RECORDED INFORMATION -
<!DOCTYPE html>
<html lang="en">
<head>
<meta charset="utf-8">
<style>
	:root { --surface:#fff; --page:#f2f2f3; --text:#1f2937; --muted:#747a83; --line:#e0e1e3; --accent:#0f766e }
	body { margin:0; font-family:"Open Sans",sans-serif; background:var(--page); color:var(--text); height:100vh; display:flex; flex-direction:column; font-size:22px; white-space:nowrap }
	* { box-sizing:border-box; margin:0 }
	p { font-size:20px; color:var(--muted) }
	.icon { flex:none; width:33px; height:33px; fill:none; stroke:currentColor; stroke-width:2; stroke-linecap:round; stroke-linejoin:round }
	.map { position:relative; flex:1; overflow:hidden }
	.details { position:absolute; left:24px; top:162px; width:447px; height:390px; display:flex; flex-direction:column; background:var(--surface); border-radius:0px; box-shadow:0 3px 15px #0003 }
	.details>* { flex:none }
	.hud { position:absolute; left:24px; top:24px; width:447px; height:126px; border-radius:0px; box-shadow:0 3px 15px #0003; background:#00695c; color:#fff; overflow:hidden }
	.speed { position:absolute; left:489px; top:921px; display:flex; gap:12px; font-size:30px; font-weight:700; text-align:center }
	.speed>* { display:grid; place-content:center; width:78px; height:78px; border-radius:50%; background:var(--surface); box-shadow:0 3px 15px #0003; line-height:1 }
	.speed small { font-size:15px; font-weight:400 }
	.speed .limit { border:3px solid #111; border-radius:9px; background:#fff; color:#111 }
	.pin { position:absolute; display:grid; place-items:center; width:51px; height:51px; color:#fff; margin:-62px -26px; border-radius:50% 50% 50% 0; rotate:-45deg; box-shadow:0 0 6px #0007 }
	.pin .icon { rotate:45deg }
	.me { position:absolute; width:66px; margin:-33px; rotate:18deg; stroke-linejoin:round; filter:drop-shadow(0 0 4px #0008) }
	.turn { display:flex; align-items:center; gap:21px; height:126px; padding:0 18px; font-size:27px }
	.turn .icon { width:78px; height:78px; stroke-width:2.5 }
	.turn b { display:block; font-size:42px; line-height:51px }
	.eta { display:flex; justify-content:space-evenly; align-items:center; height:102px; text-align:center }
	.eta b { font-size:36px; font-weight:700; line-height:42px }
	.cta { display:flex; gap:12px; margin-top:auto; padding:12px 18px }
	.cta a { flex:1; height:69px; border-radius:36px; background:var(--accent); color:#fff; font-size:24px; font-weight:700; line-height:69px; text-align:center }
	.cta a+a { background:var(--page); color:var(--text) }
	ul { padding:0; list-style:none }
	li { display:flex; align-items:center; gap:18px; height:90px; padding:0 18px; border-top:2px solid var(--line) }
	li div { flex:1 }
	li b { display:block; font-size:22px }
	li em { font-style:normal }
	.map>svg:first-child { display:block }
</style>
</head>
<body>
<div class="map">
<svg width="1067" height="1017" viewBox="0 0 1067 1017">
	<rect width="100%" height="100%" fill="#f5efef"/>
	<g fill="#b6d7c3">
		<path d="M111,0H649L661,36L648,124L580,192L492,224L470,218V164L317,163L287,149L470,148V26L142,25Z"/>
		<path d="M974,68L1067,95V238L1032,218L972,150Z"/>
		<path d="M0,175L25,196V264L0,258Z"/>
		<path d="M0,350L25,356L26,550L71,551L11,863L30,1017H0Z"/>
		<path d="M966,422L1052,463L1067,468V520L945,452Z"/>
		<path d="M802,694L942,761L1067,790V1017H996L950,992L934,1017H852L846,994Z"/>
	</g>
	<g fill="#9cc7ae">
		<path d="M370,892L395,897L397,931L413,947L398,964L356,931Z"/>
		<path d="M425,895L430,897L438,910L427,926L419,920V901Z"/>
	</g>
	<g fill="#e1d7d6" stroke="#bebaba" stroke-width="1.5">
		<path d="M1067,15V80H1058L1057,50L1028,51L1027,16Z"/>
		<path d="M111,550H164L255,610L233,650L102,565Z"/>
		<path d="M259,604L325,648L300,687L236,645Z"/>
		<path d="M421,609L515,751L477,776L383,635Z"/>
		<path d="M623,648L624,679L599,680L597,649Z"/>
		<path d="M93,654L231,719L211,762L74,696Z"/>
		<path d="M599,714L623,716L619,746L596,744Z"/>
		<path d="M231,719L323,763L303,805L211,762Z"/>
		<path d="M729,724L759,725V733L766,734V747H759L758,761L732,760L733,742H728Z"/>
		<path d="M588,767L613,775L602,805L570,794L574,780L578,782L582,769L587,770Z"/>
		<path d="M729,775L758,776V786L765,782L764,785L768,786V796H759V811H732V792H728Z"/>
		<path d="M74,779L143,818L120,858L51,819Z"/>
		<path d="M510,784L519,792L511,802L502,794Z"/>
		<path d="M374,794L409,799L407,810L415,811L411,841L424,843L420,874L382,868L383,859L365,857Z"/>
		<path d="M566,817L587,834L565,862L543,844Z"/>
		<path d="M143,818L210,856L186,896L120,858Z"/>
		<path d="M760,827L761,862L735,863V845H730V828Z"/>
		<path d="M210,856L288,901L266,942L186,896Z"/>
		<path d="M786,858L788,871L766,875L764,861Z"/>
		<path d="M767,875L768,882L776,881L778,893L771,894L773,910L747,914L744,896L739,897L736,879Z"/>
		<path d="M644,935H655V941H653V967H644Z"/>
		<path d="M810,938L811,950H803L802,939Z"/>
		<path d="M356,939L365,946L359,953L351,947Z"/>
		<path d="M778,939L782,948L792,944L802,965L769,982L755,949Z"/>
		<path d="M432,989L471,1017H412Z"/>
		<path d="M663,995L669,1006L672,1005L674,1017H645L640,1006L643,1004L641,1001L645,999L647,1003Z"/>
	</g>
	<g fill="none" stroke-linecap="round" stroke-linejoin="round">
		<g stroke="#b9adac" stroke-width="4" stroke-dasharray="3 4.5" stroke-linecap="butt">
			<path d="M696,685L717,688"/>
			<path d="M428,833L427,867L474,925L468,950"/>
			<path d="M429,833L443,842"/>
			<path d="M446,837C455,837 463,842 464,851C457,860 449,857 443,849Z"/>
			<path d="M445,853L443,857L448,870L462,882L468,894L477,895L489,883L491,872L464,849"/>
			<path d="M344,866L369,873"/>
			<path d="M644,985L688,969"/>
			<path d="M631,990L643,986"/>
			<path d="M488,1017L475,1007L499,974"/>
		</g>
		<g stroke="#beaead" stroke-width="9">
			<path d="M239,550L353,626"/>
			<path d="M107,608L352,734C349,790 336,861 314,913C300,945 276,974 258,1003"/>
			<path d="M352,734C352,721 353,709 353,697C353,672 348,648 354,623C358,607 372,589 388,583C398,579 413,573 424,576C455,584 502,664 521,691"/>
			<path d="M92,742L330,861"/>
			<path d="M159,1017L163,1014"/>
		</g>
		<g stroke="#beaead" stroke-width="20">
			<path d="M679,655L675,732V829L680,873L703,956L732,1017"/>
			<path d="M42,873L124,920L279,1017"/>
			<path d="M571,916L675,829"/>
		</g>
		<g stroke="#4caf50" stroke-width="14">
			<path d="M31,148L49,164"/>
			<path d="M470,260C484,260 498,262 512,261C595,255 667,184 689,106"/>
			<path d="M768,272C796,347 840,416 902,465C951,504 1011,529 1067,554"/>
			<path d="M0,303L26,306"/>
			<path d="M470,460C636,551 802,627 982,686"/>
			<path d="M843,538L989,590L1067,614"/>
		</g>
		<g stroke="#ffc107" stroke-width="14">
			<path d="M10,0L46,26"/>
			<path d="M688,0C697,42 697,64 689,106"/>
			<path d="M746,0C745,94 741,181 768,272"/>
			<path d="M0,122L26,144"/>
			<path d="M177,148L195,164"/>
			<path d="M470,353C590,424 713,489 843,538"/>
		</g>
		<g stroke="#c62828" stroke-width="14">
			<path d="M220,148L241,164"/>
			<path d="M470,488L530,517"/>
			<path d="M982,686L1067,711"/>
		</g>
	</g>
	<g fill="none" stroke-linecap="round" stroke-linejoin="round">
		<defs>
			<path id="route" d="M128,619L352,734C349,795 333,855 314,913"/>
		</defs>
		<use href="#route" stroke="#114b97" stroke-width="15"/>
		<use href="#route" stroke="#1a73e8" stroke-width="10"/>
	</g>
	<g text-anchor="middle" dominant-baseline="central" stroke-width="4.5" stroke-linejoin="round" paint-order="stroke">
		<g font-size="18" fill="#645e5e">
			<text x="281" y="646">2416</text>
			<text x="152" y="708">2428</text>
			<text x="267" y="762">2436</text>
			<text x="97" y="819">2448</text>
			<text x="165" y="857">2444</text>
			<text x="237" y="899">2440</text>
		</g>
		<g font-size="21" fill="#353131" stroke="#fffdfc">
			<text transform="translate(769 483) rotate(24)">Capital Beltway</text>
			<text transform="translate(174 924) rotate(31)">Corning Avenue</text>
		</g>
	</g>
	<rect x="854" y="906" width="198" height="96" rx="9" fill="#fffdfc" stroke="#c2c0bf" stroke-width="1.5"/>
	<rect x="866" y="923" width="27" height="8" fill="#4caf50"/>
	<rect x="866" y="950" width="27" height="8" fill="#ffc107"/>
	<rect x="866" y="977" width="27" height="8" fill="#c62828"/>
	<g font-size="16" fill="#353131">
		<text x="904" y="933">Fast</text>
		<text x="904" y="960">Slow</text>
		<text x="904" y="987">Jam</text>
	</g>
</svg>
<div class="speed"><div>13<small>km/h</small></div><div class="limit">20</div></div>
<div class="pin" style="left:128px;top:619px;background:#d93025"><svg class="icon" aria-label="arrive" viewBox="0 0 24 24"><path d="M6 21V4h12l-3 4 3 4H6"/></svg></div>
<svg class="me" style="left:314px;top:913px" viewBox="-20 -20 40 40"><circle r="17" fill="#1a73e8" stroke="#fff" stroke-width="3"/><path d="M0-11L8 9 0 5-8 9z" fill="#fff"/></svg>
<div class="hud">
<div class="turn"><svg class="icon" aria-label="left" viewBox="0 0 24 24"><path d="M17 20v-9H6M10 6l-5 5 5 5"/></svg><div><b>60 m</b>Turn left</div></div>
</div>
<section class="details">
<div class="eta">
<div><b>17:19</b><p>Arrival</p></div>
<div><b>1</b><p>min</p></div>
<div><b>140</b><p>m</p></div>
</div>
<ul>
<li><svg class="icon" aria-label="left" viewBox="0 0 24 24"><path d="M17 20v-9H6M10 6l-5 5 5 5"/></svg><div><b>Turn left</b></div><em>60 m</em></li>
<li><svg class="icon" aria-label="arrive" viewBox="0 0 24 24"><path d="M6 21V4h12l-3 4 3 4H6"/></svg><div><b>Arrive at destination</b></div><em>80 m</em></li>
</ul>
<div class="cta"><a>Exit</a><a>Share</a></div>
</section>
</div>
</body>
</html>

--

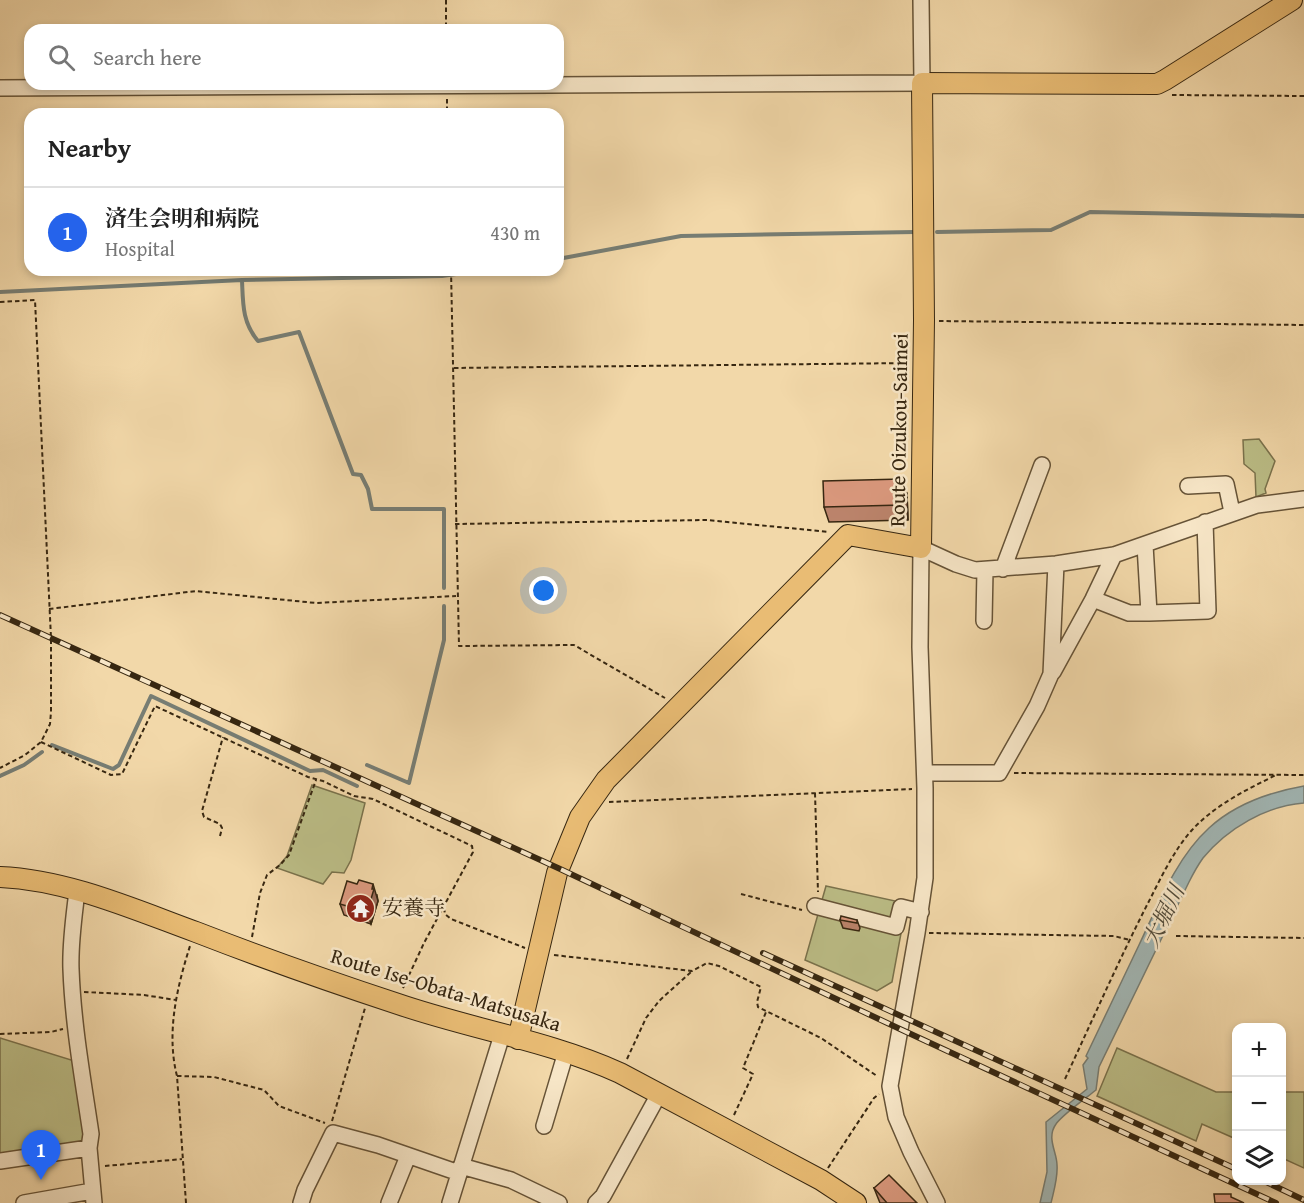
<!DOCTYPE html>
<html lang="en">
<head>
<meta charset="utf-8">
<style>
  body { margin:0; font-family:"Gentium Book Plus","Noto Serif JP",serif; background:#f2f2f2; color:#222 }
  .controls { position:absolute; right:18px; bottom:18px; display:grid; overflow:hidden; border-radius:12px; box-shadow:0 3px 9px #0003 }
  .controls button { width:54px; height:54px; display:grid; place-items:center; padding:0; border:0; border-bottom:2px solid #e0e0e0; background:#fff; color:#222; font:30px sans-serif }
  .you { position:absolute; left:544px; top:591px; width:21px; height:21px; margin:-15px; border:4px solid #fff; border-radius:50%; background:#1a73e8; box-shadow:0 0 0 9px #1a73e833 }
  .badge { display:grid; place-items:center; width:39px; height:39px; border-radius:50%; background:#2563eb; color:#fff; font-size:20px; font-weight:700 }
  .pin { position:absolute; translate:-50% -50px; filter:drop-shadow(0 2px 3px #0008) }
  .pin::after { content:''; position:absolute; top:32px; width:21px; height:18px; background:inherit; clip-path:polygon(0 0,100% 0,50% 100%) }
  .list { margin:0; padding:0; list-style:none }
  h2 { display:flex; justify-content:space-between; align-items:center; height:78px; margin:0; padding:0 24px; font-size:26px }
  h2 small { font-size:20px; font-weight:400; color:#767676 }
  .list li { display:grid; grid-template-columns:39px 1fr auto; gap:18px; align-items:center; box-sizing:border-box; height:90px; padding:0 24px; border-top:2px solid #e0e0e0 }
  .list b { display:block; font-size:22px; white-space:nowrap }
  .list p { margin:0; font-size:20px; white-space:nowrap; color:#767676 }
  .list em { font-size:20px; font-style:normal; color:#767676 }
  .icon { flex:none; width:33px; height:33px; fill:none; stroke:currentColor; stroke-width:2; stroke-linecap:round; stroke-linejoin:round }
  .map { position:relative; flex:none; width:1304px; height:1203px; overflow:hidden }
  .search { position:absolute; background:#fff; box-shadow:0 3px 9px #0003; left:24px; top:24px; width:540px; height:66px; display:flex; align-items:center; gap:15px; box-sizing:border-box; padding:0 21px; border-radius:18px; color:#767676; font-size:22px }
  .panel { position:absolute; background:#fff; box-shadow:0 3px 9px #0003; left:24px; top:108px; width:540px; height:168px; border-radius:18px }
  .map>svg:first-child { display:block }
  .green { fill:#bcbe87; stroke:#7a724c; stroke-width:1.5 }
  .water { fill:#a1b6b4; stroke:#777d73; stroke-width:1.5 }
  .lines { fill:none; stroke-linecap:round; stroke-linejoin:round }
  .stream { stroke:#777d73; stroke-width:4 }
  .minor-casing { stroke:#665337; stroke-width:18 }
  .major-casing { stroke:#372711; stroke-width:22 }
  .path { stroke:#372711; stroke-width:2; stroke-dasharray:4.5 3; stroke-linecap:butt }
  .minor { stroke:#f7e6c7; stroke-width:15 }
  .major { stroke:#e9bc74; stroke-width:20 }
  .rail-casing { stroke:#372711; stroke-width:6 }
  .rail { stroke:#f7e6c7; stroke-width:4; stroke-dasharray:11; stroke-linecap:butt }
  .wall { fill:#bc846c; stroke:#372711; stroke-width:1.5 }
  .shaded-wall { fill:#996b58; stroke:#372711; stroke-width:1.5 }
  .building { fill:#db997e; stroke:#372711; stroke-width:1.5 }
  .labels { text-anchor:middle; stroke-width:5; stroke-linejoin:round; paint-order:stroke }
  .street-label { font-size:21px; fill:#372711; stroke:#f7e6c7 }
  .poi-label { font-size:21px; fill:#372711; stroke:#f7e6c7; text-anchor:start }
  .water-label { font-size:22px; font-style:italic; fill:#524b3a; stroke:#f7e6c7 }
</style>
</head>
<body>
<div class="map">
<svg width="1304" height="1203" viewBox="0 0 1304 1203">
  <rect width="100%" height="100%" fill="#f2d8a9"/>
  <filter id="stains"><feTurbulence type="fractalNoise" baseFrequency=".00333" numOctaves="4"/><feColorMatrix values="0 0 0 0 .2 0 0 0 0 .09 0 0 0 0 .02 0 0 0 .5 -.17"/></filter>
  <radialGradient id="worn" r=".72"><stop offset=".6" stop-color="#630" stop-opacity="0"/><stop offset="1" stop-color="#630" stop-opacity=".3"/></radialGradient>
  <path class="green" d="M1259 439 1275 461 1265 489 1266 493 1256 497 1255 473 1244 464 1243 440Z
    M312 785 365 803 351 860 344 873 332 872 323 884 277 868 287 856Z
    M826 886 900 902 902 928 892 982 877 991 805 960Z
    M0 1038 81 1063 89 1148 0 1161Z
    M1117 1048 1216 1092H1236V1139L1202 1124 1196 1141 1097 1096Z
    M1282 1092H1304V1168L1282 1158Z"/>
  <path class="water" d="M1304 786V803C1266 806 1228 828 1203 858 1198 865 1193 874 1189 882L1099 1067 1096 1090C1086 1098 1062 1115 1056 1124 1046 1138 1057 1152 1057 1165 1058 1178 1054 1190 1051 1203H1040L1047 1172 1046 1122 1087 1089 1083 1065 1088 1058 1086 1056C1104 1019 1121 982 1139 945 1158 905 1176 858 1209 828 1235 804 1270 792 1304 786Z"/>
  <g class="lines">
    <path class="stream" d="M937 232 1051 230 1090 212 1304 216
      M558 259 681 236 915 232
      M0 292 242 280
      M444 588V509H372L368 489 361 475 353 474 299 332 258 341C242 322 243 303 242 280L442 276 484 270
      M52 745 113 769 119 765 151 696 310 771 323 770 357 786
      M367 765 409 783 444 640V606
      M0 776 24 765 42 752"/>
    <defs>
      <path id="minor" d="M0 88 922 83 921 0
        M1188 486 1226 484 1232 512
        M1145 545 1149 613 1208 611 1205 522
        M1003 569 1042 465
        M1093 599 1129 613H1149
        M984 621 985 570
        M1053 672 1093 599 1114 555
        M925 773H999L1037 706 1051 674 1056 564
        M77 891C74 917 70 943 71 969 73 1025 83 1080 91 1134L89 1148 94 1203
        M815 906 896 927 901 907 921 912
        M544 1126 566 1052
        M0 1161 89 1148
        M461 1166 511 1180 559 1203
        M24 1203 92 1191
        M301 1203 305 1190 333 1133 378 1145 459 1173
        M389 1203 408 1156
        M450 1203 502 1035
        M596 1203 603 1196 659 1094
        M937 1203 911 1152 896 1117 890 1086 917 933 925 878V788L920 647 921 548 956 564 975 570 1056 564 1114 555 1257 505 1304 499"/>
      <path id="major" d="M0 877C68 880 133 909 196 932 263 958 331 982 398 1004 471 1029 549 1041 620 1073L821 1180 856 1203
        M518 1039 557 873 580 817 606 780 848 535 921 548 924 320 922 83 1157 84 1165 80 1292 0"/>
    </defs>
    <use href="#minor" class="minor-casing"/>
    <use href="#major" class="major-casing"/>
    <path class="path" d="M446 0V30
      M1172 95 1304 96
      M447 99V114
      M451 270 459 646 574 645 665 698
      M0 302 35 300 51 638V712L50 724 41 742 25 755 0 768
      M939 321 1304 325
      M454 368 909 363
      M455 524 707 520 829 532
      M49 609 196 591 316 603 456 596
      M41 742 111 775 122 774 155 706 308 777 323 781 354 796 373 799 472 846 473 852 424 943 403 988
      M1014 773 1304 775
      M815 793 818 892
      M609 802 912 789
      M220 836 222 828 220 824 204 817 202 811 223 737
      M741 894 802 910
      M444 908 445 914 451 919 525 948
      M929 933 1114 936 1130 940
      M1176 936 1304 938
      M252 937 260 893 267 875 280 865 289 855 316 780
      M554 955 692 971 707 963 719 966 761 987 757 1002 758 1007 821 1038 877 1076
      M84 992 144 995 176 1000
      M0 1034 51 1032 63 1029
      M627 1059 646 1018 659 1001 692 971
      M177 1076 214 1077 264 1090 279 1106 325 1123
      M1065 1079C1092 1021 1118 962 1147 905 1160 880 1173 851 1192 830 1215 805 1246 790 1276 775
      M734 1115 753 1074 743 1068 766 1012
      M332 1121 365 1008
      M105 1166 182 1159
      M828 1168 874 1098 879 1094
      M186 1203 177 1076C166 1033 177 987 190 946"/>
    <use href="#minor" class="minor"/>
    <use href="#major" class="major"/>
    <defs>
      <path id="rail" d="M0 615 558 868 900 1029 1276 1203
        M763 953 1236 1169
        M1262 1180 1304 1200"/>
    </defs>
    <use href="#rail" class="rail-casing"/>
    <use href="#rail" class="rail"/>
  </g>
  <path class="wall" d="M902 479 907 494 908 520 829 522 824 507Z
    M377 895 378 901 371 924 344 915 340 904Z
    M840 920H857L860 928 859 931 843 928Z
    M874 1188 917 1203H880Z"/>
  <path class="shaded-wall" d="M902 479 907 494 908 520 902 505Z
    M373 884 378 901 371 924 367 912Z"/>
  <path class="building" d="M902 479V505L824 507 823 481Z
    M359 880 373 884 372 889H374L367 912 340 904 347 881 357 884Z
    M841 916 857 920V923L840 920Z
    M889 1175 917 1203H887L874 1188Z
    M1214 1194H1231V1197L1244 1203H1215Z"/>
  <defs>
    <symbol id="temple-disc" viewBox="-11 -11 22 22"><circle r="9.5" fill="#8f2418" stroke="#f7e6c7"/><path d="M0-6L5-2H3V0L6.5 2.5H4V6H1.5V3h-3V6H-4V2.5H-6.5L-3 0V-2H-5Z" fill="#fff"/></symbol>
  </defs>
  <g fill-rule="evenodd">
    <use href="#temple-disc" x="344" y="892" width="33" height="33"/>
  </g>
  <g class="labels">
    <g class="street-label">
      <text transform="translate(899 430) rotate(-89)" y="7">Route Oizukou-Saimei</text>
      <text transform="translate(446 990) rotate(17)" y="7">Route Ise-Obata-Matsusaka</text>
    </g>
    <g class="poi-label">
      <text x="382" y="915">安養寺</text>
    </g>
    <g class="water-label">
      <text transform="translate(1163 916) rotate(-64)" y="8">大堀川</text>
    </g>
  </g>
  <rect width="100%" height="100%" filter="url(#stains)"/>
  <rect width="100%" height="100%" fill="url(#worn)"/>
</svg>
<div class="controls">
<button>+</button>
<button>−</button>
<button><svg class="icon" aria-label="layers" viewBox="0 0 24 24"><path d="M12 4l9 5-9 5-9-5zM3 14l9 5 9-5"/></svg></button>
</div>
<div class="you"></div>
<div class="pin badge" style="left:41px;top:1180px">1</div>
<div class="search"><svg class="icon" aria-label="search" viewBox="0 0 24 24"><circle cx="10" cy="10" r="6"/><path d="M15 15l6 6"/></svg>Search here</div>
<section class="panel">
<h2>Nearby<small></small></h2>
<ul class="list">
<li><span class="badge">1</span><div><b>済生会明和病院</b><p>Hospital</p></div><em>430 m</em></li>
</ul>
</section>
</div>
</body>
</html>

WHAT IS BEING ASKED - Using the data above, repeat exactly the lines that begin at the line with "fill:#996b58; stroke:#372711; stroke-width:1.5" and end at the line with "M826 886 900", both ends included.

RESULT OF THIS TASK -
  .shaded-wall { fill:#996b58; stroke:#372711; stroke-width:1.5 }
  .building { fill:#db997e; stroke:#372711; stroke-width:1.5 }
  .labels { text-anchor:middle; stroke-width:5; stroke-linejoin:round; paint-order:stroke }
  .street-label { font-size:21px; fill:#372711; stroke:#f7e6c7 }
  .poi-label { font-size:21px; fill:#372711; stroke:#f7e6c7; text-anchor:start }
  .water-label { font-size:22px; font-style:italic; fill:#524b3a; stroke:#f7e6c7 }
</style>
</head>
<body>
<div class="map">
<svg width="1304" height="1203" viewBox="0 0 1304 1203">
  <rect width="100%" height="100%" fill="#f2d8a9"/>
  <filter id="stains"><feTurbulence type="fractalNoise" baseFrequency=".00333" numOctaves="4"/><feColorMatrix values="0 0 0 0 .2 0 0 0 0 .09 0 0 0 0 .02 0 0 0 .5 -.17"/></filter>
  <radialGradient id="worn" r=".72"><stop offset=".6" stop-color="#630" stop-opacity="0"/><stop offset="1" stop-color="#630" stop-opacity=".3"/></radialGradient>
  <path class="green" d="M1259 439 1275 461 1265 489 1266 493 1256 497 1255 473 1244 464 1243 440Z
    M312 785 365 803 351 860 344 873 332 872 323 884 277 868 287 856Z
    M826 886 900 902 902 928 892 982 877 991 805 960Z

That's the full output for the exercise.